- **Work task**: From the listing below, extract every line containing "dash".

- **Data supplied**:
———

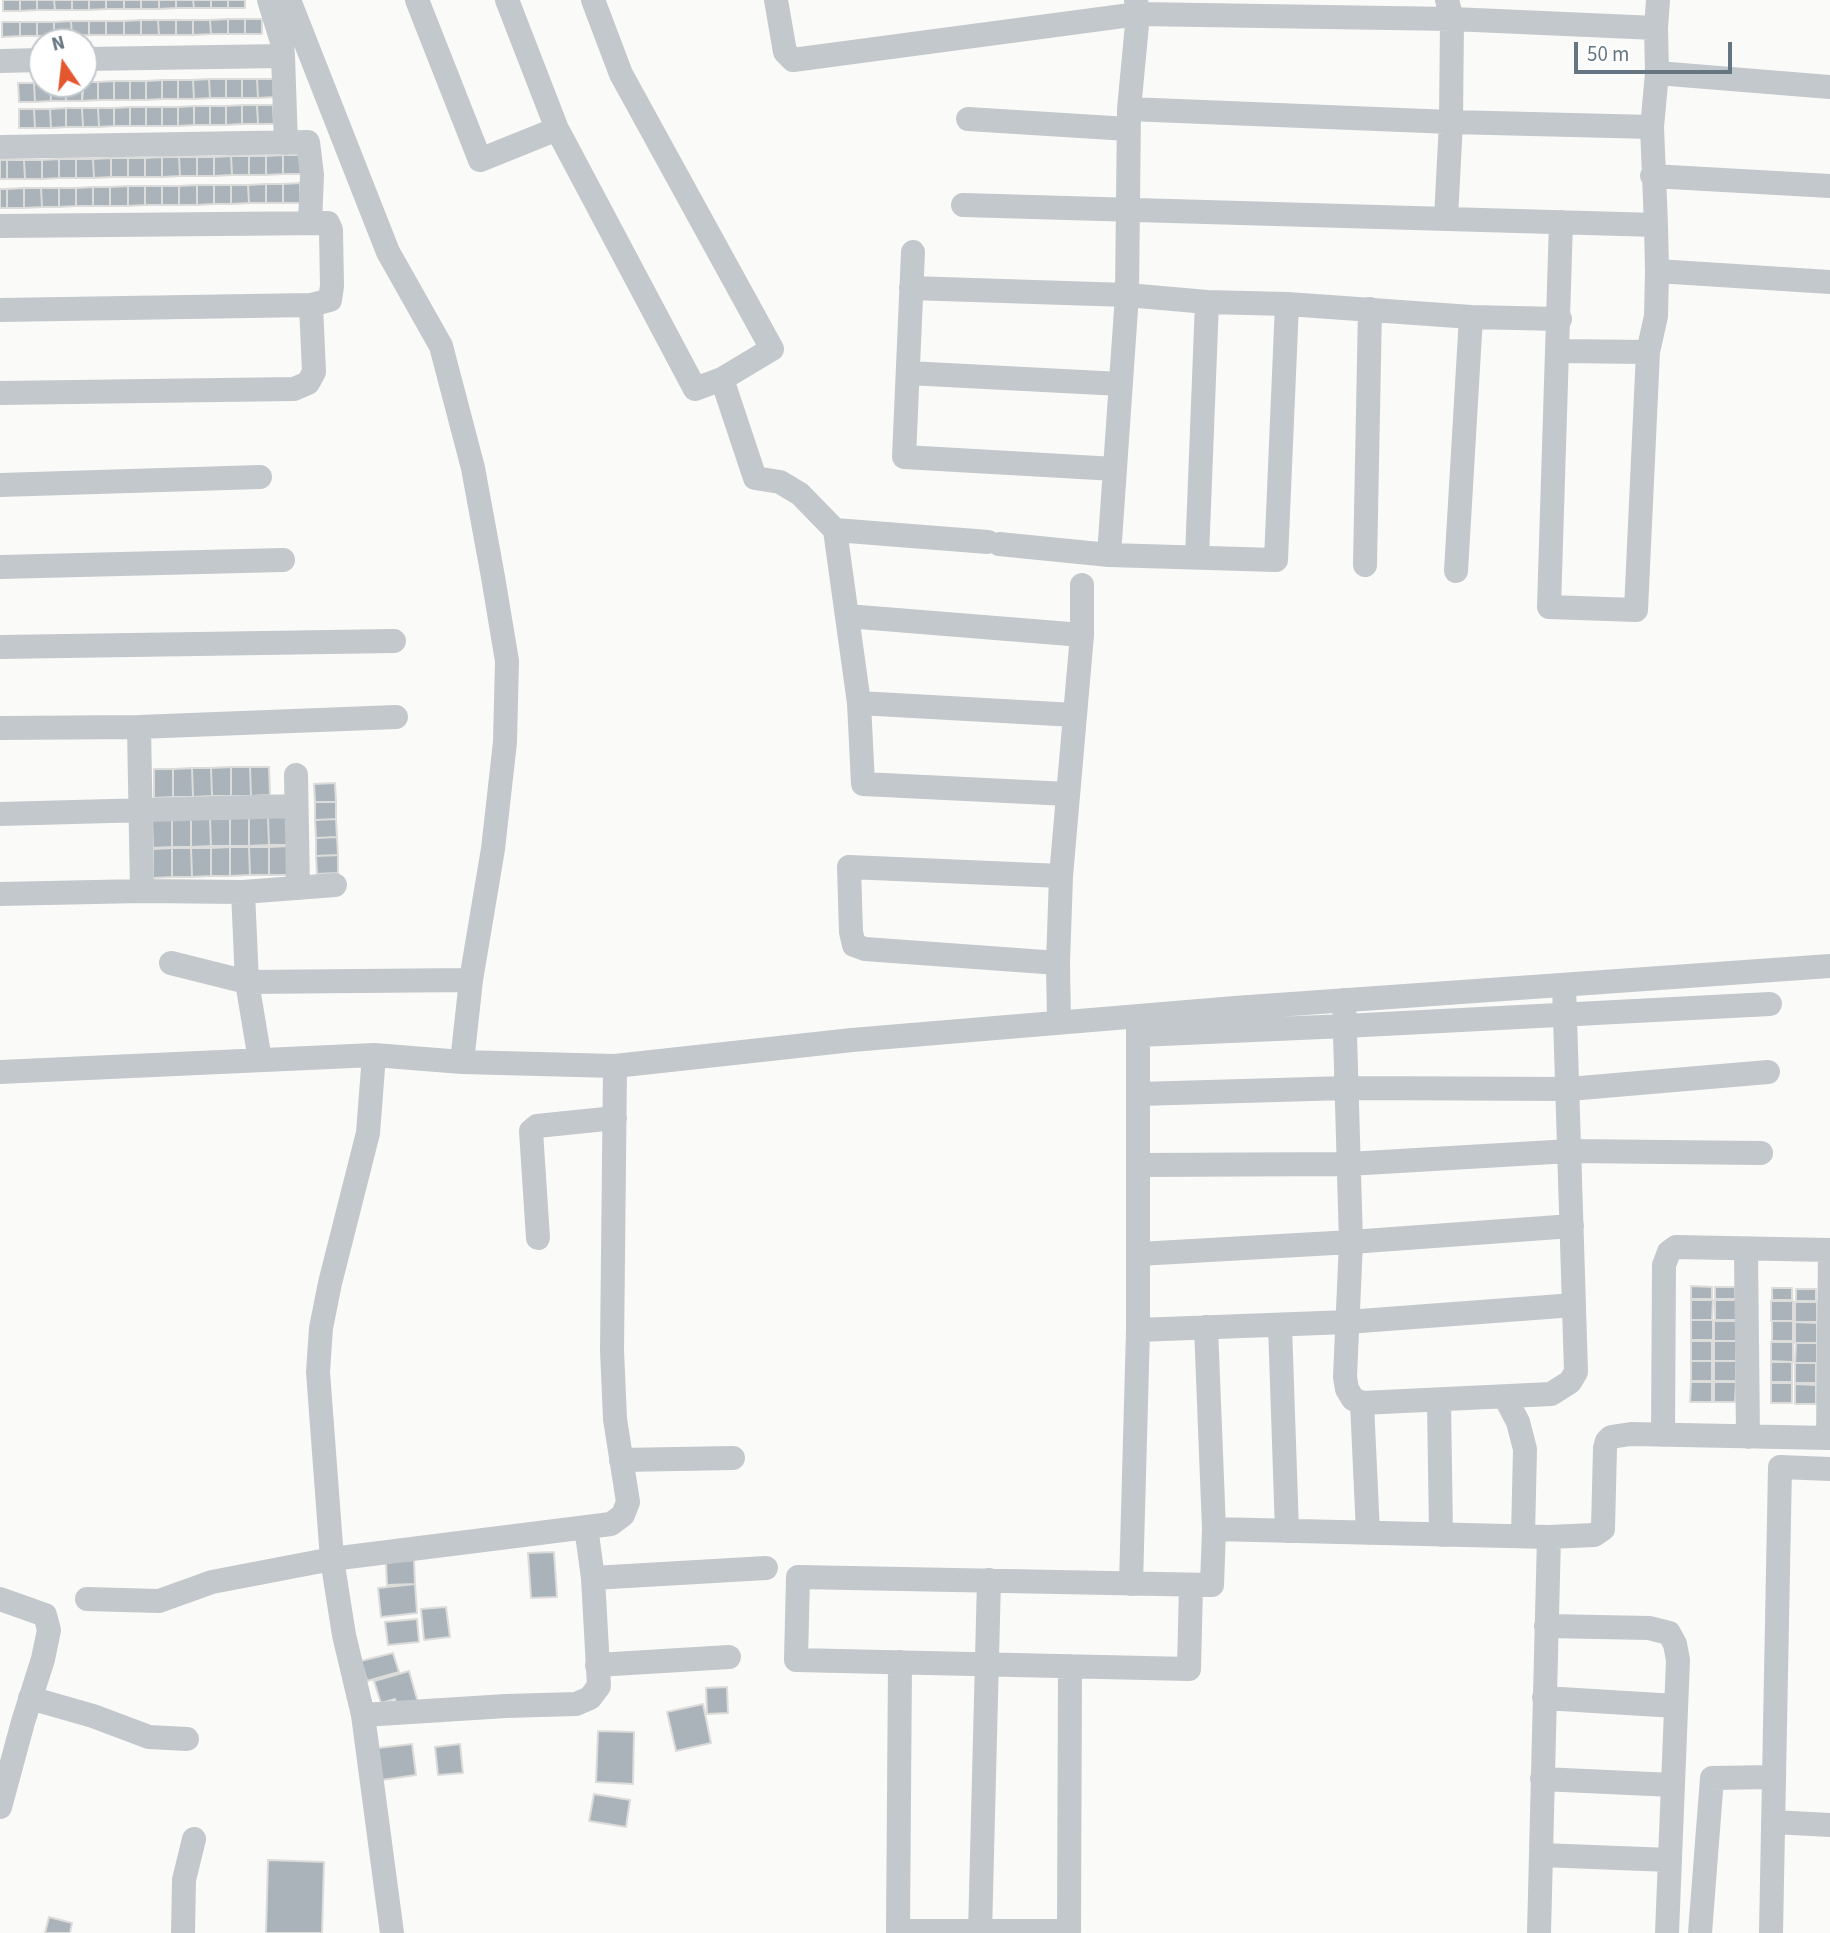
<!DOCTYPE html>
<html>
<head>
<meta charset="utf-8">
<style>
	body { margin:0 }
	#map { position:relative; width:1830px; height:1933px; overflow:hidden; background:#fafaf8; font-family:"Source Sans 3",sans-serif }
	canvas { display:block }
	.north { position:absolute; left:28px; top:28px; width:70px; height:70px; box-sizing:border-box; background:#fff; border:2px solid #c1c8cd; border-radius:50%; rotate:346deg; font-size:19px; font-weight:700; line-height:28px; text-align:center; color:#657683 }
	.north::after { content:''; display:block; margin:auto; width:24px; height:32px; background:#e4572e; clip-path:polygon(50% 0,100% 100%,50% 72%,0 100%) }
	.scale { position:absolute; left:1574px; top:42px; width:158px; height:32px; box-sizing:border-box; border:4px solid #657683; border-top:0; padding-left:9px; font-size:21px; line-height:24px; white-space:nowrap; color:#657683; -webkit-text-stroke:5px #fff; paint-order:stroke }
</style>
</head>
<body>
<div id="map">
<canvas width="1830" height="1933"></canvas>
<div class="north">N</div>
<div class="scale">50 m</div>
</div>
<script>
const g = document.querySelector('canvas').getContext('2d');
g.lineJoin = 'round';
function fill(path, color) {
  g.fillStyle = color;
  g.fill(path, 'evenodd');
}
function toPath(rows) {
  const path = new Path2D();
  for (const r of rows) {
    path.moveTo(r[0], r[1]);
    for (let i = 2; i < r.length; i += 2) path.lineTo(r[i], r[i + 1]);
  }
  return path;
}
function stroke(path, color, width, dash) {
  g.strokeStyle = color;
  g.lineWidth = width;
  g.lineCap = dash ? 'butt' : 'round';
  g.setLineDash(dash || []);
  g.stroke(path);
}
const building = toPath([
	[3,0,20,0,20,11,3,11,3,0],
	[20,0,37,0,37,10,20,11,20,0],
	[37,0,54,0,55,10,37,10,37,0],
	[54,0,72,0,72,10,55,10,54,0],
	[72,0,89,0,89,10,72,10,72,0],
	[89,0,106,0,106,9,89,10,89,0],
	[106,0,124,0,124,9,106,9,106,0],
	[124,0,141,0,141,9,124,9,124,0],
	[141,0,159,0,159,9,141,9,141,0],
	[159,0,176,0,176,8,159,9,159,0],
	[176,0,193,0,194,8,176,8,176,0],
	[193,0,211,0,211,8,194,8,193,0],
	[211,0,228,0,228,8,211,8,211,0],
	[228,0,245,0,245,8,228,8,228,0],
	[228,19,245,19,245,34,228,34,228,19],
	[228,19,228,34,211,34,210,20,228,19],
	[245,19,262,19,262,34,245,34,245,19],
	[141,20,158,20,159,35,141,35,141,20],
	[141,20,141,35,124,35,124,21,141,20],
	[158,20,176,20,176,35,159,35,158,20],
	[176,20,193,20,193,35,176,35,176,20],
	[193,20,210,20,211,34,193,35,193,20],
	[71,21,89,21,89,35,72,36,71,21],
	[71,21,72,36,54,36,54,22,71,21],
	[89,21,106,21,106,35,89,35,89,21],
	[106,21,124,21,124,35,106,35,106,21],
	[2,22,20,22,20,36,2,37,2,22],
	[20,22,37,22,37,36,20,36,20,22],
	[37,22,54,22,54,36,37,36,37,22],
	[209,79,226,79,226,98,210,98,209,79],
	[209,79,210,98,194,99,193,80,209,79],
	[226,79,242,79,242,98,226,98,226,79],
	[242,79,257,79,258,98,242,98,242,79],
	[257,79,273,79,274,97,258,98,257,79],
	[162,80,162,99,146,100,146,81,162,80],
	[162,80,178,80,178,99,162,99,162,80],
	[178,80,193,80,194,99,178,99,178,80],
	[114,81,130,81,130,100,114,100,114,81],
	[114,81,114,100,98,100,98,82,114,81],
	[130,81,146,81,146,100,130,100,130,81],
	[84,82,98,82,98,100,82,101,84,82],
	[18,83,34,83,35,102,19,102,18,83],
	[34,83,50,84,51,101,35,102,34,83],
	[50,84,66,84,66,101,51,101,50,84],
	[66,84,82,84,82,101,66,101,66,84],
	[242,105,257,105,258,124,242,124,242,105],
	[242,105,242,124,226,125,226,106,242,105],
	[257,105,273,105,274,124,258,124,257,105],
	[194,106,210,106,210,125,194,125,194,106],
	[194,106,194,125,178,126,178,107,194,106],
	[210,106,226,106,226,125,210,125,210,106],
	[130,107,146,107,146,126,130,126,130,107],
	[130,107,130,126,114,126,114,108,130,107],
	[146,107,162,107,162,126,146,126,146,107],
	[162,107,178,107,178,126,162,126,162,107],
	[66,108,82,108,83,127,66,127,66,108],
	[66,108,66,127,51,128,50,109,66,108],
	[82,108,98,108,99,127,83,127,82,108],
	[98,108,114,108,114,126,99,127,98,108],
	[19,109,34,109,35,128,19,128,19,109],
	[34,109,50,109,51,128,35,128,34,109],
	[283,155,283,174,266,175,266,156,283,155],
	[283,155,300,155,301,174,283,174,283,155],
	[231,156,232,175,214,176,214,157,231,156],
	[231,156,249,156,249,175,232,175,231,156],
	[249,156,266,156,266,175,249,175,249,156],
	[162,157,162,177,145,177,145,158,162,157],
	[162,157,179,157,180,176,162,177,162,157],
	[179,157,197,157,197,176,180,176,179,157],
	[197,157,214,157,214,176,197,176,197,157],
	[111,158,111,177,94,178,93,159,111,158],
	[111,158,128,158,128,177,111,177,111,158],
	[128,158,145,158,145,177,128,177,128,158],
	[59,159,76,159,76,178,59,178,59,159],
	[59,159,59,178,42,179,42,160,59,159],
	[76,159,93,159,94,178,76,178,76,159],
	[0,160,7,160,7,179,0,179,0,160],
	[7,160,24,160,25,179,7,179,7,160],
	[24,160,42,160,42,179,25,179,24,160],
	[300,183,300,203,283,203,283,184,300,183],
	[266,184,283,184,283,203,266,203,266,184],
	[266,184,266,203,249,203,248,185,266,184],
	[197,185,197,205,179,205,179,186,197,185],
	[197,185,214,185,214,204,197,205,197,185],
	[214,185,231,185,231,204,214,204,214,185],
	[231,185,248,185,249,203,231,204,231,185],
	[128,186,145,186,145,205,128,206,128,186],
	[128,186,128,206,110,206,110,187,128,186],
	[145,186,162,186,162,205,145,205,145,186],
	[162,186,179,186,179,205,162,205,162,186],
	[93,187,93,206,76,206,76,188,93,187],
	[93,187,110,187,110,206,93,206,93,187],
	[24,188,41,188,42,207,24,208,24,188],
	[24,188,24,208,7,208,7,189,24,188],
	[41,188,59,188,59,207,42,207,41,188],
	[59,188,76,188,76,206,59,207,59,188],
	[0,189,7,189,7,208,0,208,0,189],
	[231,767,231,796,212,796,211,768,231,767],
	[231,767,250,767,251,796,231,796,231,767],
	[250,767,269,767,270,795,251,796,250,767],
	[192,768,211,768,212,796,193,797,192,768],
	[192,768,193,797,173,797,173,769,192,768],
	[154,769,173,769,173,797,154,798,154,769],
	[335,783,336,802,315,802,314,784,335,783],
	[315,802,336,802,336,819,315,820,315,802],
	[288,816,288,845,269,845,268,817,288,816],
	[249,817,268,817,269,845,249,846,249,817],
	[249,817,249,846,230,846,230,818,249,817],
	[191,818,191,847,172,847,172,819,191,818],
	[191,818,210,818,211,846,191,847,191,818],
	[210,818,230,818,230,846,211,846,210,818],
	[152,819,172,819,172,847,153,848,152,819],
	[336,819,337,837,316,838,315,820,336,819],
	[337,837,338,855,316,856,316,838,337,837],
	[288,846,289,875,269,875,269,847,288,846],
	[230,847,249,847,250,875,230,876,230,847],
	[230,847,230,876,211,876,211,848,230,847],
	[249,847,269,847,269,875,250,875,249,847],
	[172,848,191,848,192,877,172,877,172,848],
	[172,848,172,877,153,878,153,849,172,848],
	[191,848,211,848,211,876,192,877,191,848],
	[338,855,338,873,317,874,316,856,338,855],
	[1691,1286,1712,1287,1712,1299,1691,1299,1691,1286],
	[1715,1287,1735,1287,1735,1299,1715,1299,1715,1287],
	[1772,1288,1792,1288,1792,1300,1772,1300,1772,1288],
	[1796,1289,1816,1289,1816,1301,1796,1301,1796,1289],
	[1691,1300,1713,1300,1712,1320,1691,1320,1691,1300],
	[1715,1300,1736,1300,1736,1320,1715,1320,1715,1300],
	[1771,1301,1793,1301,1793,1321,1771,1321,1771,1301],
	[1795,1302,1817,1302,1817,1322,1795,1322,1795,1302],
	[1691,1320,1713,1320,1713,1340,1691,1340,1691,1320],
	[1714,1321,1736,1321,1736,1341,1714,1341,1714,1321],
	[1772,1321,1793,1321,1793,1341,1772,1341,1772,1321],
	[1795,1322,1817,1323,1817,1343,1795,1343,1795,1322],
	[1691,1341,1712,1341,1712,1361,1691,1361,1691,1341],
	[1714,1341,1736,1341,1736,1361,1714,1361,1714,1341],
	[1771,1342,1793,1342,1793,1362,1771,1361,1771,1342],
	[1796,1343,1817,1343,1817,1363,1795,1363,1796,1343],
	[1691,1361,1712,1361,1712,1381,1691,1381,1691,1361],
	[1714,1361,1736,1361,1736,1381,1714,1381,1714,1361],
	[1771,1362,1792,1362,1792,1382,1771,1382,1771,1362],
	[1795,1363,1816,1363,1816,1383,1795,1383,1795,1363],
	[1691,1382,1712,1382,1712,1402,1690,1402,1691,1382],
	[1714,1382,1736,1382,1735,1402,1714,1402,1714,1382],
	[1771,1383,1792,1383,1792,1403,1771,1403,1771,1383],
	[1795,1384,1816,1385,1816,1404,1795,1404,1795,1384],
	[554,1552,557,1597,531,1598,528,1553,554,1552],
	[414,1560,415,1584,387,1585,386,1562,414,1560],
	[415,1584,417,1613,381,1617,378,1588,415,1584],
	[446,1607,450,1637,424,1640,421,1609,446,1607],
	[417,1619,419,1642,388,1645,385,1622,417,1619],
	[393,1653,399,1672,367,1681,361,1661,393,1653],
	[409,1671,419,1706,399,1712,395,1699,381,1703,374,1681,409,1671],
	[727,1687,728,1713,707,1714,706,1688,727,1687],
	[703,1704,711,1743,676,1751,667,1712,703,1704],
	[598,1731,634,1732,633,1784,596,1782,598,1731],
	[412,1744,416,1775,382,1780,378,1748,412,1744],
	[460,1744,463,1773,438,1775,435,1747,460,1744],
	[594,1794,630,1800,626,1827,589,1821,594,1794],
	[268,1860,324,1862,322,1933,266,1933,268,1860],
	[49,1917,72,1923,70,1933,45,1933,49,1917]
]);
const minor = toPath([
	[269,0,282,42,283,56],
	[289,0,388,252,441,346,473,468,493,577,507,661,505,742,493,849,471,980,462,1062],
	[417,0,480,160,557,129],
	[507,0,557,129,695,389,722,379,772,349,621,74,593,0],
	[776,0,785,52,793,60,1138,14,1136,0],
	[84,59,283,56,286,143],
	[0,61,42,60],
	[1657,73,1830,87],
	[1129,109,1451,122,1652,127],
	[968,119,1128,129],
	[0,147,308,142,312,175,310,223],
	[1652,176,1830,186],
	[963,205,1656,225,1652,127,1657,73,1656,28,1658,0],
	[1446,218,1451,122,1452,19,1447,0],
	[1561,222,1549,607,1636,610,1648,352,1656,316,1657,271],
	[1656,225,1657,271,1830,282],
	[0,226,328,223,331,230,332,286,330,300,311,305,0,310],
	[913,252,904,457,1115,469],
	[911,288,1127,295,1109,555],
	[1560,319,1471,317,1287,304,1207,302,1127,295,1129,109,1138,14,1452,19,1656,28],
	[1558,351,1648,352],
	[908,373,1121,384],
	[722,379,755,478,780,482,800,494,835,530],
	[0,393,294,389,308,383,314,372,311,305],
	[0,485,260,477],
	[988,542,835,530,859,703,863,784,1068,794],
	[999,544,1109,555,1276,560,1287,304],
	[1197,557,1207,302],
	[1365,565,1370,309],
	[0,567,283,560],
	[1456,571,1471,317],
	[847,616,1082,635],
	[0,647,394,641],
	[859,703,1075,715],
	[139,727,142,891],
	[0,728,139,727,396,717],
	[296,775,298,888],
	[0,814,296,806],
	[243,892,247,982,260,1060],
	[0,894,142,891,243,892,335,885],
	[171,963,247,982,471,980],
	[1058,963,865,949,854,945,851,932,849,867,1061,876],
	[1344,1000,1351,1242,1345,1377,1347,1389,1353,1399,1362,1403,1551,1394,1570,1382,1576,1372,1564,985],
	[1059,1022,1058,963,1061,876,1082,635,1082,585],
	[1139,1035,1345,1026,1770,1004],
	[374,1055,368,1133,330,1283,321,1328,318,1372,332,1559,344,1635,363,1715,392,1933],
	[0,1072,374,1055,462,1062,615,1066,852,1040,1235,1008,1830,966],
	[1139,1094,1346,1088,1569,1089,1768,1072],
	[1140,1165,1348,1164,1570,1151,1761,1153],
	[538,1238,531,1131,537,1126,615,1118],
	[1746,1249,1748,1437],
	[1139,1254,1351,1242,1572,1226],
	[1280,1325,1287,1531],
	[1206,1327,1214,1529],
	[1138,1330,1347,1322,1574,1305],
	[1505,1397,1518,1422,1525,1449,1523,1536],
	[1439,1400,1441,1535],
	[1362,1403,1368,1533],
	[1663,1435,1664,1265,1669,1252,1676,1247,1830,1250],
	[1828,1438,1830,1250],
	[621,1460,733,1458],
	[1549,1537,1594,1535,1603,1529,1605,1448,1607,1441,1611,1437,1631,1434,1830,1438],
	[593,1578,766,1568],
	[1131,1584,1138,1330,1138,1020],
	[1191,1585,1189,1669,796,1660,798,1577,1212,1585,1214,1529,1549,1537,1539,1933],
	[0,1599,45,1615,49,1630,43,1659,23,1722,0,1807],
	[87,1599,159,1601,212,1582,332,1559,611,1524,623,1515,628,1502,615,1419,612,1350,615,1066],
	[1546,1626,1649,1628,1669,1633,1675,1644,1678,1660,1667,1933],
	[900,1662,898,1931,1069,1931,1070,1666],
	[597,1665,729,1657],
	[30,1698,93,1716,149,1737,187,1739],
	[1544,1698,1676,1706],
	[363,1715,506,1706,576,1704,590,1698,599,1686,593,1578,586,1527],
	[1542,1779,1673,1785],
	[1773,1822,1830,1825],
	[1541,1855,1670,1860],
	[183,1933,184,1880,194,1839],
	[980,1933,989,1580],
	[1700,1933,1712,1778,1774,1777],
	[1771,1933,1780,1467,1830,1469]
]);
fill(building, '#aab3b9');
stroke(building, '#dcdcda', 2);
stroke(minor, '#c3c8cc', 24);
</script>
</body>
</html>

———

- **Solution below**:
function stroke(path, color, width, dash) {
  g.lineCap = dash ? 'butt' : 'round';
  g.setLineDash(dash || []);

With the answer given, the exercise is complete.